[Stored data]

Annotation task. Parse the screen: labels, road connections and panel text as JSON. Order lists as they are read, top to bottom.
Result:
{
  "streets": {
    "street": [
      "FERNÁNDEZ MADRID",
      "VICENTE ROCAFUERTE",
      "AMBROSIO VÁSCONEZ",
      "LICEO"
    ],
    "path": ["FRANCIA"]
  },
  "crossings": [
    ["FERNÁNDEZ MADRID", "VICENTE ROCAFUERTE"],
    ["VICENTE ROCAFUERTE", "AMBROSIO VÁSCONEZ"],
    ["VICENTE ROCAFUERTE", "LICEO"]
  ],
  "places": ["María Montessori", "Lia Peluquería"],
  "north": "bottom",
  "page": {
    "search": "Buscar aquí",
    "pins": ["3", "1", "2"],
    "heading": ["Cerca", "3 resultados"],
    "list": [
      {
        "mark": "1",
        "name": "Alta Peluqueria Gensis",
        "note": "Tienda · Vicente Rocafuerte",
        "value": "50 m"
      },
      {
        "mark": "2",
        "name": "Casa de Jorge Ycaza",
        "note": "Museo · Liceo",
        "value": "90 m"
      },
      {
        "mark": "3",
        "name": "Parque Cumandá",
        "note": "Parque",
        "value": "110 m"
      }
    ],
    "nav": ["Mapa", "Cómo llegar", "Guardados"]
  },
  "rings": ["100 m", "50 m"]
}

> _TRY IT_
Would you return all of the data exactly as it stands above?

> _WORKED SOLUTION_
Annotation task. Parse the screen: labels, road connections and panel text as JSON. Order lists as they are read, top to bottom.
Result:
{
  "streets": {
    "street": [
      "FERNÁNDEZ MADRID",
      "VICENTE ROCAFUERTE",
      "AMBROSIO VÁSCONEZ",
      "LICEO"
    ],
    "path": ["FRANCIA"]
  },
  "crossings": [
    ["FERNÁNDEZ MADRID", "VICENTE ROCAFUERTE"],
    ["VICENTE ROCAFUERTE", "AMBROSIO VÁSCONEZ"],
    ["VICENTE ROCAFUERTE", "LICEO"]
  ],
  "places": ["María Montessori", "Lia Peluquería"],
  "north": "bottom",
  "page": {
    "search": "Buscar aquí",
    "pins": ["3", "1", "2"],
    "heading": ["Cerca", "3 resultados"],
    "list": [
      {
        "mark": "1",
        "name": "Alta Peluqueria Gensis",
        "note": "Tienda · Vicente Rocafuerte",
        "value": "50 m"
      },
      {
        "mark": "2",
        "name": "Casa de Jorge Ycaza",
        "note": "Museo · Liceo",
        "value": "90 m"
      },
      {
        "mark": "3",
        "name": "Parque Cumandá",
        "note": "Parque",
        "value": "110 m"
      }
    ],
    "nav": ["Mapa", "Cómo llegar", "Guardados"]
  },
  "rings": ["100 m", "50 m"]
}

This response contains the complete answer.